Investment advisers to the San Jose Federated plans presented quarterly performance updates to trustees on private markets and broader portfolio returns, reporting strong recent absolute returns while cautioning that some private programs are still maturing.
Neuberger's Casey Boyer told trustees the private-equity program showed modest Q1 valuations and a better Q2 pickup, with combined net TVPI (total value to paid-in) near 1.85 in Q1 and a 1.89 preview for Q2, and roughly $14 million in distributions returned since Q1. Boyer said one value-buyout exit produced an 8x multiple for that underlying fund, which materially contributed to recent distributions.
Akita Investment Group's Laura Wyrick reviewed the plan's private-markets programs in detail: private debt stands above its policy target and is returning strong IRRs relative to public-market equivalents; real assets and real estate programs are mature and diversified by vintage year, geography and manager; and the venture program remains immature at about 1.2 percent of the total fund (well below its 4 percent policy target) and has produced little DPI (distributions to paid-in) to date.

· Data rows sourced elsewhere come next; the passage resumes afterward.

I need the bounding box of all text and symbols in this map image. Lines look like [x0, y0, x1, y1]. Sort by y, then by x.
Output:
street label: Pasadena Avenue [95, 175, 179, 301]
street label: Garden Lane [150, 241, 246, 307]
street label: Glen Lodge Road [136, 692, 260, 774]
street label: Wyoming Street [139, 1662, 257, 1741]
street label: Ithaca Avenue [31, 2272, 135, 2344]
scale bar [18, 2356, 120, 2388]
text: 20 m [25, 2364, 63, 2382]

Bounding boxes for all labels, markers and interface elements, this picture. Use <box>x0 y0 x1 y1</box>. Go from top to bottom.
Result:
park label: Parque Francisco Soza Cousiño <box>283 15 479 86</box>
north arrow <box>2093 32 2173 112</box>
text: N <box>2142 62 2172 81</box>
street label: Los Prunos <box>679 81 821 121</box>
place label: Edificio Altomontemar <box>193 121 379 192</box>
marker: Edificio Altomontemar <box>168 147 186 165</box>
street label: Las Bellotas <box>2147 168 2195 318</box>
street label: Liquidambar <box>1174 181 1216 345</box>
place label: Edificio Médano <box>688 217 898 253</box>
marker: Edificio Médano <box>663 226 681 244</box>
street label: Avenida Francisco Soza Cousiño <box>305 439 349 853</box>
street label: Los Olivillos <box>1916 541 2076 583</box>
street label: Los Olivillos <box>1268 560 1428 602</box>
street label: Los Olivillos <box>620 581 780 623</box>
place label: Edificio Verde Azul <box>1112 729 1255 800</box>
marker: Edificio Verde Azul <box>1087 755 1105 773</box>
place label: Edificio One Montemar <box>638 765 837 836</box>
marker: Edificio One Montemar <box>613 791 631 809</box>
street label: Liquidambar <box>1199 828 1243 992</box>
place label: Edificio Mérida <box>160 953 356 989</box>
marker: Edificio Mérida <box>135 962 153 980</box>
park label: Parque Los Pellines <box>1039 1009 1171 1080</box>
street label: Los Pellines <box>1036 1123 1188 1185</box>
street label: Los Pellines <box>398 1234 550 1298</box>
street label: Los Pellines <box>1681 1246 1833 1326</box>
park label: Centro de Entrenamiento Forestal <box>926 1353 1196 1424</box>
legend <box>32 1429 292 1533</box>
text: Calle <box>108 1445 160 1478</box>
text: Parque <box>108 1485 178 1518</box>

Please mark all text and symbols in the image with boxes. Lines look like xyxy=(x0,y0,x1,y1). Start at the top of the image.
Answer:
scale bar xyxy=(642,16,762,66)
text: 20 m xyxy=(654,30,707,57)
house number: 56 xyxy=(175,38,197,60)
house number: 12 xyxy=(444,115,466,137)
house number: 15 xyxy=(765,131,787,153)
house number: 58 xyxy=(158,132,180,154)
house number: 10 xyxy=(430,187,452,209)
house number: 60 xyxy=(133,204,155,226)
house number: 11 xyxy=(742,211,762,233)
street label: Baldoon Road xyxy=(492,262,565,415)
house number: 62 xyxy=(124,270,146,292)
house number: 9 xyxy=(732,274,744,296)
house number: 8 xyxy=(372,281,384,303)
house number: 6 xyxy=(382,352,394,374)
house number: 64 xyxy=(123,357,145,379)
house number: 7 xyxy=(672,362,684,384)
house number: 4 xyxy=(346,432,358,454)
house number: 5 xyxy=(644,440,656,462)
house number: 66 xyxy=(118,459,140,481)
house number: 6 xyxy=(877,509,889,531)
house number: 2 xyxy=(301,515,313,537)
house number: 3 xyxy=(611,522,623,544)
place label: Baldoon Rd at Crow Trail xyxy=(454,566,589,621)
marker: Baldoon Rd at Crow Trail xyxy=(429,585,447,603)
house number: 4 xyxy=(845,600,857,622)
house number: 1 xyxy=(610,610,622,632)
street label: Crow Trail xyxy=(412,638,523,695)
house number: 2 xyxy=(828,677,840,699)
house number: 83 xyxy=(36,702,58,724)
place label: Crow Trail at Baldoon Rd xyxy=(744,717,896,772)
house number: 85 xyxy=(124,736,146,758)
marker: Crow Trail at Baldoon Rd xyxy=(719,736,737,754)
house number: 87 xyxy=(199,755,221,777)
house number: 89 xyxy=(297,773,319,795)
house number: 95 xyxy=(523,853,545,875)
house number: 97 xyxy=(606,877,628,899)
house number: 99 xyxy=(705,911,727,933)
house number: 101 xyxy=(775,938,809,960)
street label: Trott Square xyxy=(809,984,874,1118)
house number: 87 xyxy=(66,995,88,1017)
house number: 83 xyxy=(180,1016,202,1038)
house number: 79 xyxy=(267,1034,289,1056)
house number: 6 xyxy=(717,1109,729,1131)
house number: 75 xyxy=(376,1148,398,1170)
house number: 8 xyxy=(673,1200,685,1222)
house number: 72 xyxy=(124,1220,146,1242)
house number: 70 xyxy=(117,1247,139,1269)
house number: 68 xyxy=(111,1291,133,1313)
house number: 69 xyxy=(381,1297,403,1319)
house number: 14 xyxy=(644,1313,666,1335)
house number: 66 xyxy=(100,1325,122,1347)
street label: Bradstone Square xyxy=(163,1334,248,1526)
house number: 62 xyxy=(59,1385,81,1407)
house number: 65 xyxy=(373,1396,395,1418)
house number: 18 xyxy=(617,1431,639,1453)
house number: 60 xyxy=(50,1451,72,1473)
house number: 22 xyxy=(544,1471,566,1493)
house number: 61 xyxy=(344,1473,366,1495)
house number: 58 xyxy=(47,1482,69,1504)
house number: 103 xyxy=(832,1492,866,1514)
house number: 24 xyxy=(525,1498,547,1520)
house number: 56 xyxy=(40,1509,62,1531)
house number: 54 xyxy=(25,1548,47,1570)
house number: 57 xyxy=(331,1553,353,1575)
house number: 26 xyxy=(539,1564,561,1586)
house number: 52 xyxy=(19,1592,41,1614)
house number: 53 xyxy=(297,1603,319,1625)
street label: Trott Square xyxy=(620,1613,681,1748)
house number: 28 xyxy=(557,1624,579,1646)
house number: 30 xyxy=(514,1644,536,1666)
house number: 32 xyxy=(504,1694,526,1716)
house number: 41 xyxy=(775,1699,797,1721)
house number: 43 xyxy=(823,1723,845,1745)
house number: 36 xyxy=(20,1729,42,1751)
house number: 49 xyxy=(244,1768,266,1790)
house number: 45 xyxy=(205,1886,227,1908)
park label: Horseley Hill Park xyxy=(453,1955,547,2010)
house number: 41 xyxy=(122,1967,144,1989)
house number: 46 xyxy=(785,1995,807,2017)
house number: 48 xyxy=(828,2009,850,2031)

Why it matters: Distributions from private funds materially affect reported returns and liquidity. Trustees asked whether the plan's venture program was behind a typical J-curve. Neuberger and Makeda staff said venture capital commonly takes 1015 years to produce most cash returns; they estimated some vintage-year portfolios may start producing materially more distributions in 3 years but cautioned that venture timing varies widely and many funds still show zero DPI for recent vintages.
Public-market context: Makeda's market overview showed 2025's year-to-date returns led by international developed equities and emerging markets; the S&P 500 and major bond indices were also positive year to date. The board heard that the plan's total fund returned 6.2 percent for the quarter (net of fees) and roughly 9.6 percent year-to-date for the trailing 12 months; the total fund's market value was reported near $3.46 billion at the end of Q2.
Trustee concerns and staff responses: Trustees pressed advisers on slow private-market distributions and on whether inflows of new capital and retail-focused "evergreen" private structures could distort sponsor behavior. Advisers said large-cap buyout managers are most likely to access new retail capital, and staff said they will monitor fundraising strategies and concentration risks in diligence processes.
Ending: Trustees asked advisers to keep returning quarter-to-quarter performance and distribution updates; staff said they will present Q2 audited data and more complete distribution figures at the next investment committee and full-board meetings.